What we know of the folktale repertoire of Imera comes from two collectors,
Despoina Fostiropoulou and the British philologist R.M. Dawkins. The former
collected her tales from an unidentified woman, and the latter from two eighteen-
year-old men, Vasilios Vasiliades and Haralampos Fotiades. They told no tales in
common. Taken as a whole, these thirty-eight tales give us an idea of the character
of the Imeran folktale. It is down-to-earth, and contains a stronger religious
element than was common in Pontos. The characters come almost entirely from
within the Greek community.
Both female and male sets of narratives often express a reliance on God to
rectify injustice. The widow is told not to seek vengeance against the thief who
stole her hen’s eggs (“The Undying Sun”); Maritsa decides to leave the matter
of her sisters coming to live with her in the palace in God’s hands (“Cinderella
Maritsa”); a traitorous servant is left to await his just deserts (“The Scaldhead and
the Chance Find”). There is very little of the type of magic found in most wonder
tales. Birds descend to sort grain from ashes or to donate feathers for a mattress, a
river and a rock speak, angels appear, and a devil deceives a blacksmith, but there
are none of the magic cudgels, sacks producing entire dinners, man-eating ogres,
or talking crows that appear in other Pontic tales.

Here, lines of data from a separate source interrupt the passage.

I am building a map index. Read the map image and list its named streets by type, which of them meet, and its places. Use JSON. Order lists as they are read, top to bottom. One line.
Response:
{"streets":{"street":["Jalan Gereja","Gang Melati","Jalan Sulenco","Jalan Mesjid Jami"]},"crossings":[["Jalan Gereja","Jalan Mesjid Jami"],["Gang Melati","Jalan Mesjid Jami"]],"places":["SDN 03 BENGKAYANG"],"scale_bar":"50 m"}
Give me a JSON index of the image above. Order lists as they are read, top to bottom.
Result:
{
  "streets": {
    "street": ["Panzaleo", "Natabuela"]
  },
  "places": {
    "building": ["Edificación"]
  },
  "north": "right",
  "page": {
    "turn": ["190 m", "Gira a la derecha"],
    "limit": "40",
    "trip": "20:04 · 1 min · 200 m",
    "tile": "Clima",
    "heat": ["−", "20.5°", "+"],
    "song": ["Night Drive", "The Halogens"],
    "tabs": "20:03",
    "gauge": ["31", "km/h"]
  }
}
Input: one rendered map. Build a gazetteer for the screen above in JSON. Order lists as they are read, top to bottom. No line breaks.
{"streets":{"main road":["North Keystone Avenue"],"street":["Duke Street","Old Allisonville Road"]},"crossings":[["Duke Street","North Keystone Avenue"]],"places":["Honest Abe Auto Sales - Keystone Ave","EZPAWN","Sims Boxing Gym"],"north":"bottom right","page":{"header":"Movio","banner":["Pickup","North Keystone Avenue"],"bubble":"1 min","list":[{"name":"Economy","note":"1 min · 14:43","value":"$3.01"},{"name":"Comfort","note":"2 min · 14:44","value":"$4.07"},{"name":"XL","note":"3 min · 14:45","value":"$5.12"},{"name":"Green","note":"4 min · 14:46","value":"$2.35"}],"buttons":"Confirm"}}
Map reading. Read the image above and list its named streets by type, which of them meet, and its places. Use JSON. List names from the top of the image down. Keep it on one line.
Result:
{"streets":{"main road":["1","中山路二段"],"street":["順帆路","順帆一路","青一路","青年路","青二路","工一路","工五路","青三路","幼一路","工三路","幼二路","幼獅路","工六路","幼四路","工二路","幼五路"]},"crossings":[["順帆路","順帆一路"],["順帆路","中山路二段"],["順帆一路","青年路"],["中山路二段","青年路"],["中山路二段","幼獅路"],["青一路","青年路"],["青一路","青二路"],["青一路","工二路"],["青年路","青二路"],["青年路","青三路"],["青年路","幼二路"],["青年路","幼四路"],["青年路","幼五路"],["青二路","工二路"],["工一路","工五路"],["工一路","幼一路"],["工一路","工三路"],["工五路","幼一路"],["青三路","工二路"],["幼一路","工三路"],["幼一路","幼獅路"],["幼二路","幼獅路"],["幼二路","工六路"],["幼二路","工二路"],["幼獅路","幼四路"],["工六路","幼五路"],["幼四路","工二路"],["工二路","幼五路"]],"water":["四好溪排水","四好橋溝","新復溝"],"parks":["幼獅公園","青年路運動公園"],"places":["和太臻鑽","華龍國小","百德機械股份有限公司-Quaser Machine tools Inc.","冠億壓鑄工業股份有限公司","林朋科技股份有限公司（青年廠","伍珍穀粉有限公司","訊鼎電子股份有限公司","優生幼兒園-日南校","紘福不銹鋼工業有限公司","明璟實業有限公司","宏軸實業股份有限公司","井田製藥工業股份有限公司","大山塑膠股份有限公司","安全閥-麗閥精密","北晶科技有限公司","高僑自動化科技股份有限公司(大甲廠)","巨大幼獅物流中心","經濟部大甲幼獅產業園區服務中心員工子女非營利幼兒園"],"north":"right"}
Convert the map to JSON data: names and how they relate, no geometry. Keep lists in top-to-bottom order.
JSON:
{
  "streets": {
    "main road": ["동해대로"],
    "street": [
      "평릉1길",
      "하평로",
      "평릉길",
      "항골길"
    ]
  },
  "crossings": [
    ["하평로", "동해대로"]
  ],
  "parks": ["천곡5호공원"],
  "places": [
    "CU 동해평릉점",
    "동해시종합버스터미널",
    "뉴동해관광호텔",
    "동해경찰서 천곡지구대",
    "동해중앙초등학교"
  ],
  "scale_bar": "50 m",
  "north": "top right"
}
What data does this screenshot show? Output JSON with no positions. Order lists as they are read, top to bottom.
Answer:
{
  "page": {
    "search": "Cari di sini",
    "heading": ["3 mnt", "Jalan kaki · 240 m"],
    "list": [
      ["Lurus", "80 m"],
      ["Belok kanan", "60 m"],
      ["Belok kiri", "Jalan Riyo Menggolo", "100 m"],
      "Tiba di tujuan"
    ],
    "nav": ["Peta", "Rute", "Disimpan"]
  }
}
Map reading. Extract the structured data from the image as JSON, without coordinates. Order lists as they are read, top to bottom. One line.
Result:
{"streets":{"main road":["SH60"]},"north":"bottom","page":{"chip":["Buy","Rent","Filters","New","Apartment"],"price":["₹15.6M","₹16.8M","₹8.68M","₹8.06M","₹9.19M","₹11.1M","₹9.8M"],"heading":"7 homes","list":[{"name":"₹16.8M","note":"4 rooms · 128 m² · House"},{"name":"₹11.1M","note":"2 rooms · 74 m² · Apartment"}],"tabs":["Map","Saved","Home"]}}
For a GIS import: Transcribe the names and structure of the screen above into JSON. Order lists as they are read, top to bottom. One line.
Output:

Folktales from other villages also have their individual character. Those
from the seaside town of Kotyora feature more elaborately worked-out plots
Bouteneff, Persecution and Perfidy
55
and include more Middle Eastern monsters and character types than those from
Imera. Some of those differences might be explained by differences in population
size and geography. On the other hand, the village of Santa was similar to Imera
in terms of geography and size, but its tales are very different. Santan folktales
contain many fantastic elements and are more violent than the average Pontic
Greek tale, some of its women are given greater equality with men, and some
of its men are fiercely proud and defiant of the king’s authority. Internal family
relations are somehow much tighter: women are less likely to betray their men.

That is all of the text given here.